Question

five lines are drawn in the plane
(a) what is the smallest number of points of intersection of the five lines?
(b) what is the largest number of points of intersection?
(c) if m is an integer between the largest and smallest number of intersection points, can you arrange the lines to have m points of intersection? you are being asked to describe which arrangements work and which dont.
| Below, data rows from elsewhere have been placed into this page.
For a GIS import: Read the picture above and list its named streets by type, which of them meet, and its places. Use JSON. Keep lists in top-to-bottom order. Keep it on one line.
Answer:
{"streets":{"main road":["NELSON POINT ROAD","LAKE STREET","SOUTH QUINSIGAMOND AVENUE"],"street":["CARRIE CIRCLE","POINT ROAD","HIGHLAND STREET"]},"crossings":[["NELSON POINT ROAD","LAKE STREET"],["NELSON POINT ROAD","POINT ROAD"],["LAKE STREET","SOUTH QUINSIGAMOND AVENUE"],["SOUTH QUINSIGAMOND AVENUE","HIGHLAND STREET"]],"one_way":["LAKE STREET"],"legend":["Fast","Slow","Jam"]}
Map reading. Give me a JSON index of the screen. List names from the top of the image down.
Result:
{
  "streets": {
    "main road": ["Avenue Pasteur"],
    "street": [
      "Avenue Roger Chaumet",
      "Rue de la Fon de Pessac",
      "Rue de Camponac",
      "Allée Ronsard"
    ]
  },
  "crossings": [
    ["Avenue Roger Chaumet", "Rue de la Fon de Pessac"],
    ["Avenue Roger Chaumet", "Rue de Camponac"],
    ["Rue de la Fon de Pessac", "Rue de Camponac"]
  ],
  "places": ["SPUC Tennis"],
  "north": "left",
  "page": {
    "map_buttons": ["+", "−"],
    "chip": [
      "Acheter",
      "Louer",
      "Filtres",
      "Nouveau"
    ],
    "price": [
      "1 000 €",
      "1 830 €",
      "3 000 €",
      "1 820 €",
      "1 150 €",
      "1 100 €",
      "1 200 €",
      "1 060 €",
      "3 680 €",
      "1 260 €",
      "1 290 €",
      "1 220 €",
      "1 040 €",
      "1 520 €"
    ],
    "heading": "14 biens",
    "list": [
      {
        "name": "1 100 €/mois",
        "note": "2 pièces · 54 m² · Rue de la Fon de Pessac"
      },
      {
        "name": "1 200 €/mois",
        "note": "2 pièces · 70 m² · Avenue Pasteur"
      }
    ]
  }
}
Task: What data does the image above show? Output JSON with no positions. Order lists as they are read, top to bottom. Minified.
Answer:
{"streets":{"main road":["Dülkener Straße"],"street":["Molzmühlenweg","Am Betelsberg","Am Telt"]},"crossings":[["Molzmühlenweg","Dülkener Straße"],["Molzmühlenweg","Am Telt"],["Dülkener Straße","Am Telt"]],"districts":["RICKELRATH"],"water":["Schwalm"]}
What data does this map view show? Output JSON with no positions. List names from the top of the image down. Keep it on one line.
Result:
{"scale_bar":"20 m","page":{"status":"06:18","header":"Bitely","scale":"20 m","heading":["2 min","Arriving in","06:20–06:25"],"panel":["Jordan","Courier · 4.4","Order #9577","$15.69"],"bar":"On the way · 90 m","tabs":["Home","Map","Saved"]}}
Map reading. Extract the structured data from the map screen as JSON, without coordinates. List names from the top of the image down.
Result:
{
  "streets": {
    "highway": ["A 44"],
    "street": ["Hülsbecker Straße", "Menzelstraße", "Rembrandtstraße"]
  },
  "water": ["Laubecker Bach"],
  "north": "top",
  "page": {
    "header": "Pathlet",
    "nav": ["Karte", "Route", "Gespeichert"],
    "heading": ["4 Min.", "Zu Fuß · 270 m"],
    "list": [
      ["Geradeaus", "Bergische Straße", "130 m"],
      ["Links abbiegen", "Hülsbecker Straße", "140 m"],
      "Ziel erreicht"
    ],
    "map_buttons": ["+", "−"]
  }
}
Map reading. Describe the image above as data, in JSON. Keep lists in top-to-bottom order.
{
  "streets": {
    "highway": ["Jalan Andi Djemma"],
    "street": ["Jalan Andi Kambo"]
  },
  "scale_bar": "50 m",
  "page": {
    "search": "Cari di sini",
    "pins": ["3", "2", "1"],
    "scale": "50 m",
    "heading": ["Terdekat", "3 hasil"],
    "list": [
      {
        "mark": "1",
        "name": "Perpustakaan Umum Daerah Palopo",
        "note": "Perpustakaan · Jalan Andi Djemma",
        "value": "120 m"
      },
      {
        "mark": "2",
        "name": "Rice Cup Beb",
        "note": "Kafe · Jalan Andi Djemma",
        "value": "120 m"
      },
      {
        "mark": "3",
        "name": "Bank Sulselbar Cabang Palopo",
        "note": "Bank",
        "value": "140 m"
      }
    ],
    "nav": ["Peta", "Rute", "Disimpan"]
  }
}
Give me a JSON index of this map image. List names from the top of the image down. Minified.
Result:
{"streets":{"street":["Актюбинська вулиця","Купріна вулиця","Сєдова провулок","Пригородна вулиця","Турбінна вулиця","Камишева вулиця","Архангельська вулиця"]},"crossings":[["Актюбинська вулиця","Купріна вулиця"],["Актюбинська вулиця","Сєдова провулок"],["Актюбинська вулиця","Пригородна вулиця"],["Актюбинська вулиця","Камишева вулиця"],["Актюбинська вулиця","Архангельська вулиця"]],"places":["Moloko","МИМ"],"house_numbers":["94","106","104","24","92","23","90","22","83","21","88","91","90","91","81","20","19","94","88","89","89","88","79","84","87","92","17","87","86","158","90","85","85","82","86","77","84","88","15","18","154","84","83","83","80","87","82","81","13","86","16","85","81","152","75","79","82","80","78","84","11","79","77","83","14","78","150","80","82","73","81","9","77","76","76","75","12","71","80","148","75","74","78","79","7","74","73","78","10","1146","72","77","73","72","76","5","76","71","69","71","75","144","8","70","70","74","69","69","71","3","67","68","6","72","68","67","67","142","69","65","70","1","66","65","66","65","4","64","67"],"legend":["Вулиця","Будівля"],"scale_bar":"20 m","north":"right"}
(a) the smallest number of intersections is

Explanation:

Step1: Analyze minimal intersections

To get the smallest number of intersection points, we can arrange all five lines to be parallel (or have all lines coincide, but parallel lines are a distinct case that also gives the same minimal count). Parallel lines never intersect each other.

Step2: Calculate minimal intersection count

If all 5 lines are parallel, there are 0 intersection points.

Step3: Analyze maximal intersections

For the largest number of intersections, every pair of lines must intersect at a unique point (no three lines meet at the same point). The number of unique pairs of lines is given by the combination formula $C(n,2) = \frac{n(n-1)}{2}$, where $n=5$.

Step4: Calculate maximal intersection count

Substitute $n=5$ into the combination formula:
$\frac{5\times(5-1)}{2} = \frac{5\times4}{2} = 10$

Step5: Analyze intermediate values

For any integer $m$ between 0 and 10:

• To get $m=1$: Have 4 parallel lines and 1 line crossing all 4 (this gives 4 intersections? No, correction: To get 1 intersection, have all 5 lines meet at a single common point.
• To get $m=2$: Have 3 parallel lines, and 2 other lines that intersect each other at one point, and each of these 2 lines intersects the 3 parallel lines. Wait, no: To get 2 intersections, we can have 4 lines meet at one point, and the 5th line intersects one of those 4 lines at a second unique point (and is parallel to the other 3? No, better: For any $m$ from 0 to 10, we can adjust the number of parallel lines and lines that intersect at unique points. For example:
• $m=0$: All parallel
• $m=1$: All lines concurrent (meet at 1 point)
• $m=2$: 3 lines concurrent, 2 lines parallel to each other and intersecting the concurrent lines at 2 unique points
• ...
• $m=10$: All lines in general position (no two parallel, no three concurrent)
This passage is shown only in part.